*** RECORDS FOR THIS EXERCISE ***
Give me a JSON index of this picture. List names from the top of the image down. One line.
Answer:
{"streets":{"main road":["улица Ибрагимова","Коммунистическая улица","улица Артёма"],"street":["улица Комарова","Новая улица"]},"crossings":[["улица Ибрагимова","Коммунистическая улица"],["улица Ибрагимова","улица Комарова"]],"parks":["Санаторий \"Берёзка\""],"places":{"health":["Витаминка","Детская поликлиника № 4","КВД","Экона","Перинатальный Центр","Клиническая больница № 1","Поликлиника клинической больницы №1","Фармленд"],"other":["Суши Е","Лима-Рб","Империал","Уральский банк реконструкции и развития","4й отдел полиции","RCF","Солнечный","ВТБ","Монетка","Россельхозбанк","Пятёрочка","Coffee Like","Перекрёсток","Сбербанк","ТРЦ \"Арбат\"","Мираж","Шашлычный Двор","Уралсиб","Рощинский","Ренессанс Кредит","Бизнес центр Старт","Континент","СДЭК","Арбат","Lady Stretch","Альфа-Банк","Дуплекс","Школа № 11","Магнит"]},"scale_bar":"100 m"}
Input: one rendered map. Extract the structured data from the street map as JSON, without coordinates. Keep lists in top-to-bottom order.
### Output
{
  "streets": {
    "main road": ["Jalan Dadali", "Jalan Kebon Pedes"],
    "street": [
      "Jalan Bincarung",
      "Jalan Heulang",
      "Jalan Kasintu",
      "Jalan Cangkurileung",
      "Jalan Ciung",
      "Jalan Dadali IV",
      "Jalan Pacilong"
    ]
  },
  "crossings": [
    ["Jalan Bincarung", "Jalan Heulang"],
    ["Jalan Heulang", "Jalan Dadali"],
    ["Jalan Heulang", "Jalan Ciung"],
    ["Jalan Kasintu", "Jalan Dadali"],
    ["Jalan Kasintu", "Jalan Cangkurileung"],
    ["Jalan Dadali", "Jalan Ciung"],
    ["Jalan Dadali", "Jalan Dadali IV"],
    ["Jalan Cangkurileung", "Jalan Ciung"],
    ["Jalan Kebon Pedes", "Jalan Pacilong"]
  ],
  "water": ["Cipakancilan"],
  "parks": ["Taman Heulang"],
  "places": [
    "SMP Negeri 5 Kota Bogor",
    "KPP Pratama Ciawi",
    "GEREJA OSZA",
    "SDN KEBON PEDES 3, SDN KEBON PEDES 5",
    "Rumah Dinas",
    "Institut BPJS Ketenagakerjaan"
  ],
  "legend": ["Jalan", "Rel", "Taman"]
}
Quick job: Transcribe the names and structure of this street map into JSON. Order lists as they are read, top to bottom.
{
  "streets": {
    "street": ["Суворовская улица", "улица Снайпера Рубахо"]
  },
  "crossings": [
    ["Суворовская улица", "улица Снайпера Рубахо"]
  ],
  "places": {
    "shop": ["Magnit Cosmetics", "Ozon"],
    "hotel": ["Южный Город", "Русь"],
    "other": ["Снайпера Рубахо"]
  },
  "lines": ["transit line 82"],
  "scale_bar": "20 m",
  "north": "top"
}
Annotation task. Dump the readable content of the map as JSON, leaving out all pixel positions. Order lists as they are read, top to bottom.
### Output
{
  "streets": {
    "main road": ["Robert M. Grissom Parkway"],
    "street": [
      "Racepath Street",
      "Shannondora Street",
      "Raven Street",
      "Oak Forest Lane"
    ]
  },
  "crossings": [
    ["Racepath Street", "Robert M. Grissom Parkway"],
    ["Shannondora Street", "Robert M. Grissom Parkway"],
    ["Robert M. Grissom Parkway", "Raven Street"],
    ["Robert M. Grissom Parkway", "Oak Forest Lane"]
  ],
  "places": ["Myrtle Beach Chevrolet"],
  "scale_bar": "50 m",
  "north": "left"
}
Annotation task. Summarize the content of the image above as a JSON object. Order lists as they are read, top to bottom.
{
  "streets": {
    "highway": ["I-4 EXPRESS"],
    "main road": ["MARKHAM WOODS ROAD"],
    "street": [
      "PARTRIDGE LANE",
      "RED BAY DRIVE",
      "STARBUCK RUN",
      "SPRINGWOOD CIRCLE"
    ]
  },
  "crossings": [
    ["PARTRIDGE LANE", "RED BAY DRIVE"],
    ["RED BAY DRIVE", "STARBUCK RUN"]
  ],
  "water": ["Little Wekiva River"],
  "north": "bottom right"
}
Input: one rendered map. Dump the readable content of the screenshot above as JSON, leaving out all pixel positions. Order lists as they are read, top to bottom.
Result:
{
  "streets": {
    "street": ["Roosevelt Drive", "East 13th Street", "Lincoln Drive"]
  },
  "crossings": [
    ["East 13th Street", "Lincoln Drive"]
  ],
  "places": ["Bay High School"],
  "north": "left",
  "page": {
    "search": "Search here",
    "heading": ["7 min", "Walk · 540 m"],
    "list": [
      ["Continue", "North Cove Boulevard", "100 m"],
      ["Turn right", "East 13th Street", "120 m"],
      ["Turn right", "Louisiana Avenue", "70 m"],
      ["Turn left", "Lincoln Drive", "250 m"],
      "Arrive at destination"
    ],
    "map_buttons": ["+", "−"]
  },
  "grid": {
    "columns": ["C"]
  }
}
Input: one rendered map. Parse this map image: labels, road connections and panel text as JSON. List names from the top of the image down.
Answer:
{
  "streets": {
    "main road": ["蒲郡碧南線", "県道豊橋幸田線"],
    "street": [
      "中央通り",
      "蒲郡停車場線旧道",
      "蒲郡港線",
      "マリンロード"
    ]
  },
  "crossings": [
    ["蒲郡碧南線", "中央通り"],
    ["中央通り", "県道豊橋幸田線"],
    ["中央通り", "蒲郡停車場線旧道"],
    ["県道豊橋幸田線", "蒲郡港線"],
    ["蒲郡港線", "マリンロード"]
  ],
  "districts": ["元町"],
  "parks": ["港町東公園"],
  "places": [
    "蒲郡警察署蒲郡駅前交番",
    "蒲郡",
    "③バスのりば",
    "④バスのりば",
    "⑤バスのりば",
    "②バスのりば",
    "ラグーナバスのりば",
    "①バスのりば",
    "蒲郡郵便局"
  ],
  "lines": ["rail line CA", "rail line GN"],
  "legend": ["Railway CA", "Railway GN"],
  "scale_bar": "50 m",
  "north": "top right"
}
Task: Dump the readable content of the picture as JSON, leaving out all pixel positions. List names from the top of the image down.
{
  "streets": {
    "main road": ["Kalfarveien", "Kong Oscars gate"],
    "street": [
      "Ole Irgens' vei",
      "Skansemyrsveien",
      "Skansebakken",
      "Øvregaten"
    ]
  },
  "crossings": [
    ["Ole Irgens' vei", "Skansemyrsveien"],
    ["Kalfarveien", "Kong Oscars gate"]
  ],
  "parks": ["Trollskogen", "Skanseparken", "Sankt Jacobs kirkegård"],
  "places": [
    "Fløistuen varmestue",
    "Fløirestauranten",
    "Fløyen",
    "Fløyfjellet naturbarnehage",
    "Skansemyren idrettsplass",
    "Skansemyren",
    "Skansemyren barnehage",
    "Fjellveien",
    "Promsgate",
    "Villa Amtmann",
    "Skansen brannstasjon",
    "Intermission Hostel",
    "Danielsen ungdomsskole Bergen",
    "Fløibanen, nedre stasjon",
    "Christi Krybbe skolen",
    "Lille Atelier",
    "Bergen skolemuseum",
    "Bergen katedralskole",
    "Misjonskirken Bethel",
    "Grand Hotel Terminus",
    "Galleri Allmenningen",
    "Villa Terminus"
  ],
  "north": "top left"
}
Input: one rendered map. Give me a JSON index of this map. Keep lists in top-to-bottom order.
***
* [THE PROBLEM]
Check each line of the records above, and copy those that hold the word "Give".

* [ANSWER]
Give me a JSON index of this picture. List names from the top of the image down. One line.
Input: one rendered map. Give me a JSON index of this map. Keep lists in top-to-bottom order.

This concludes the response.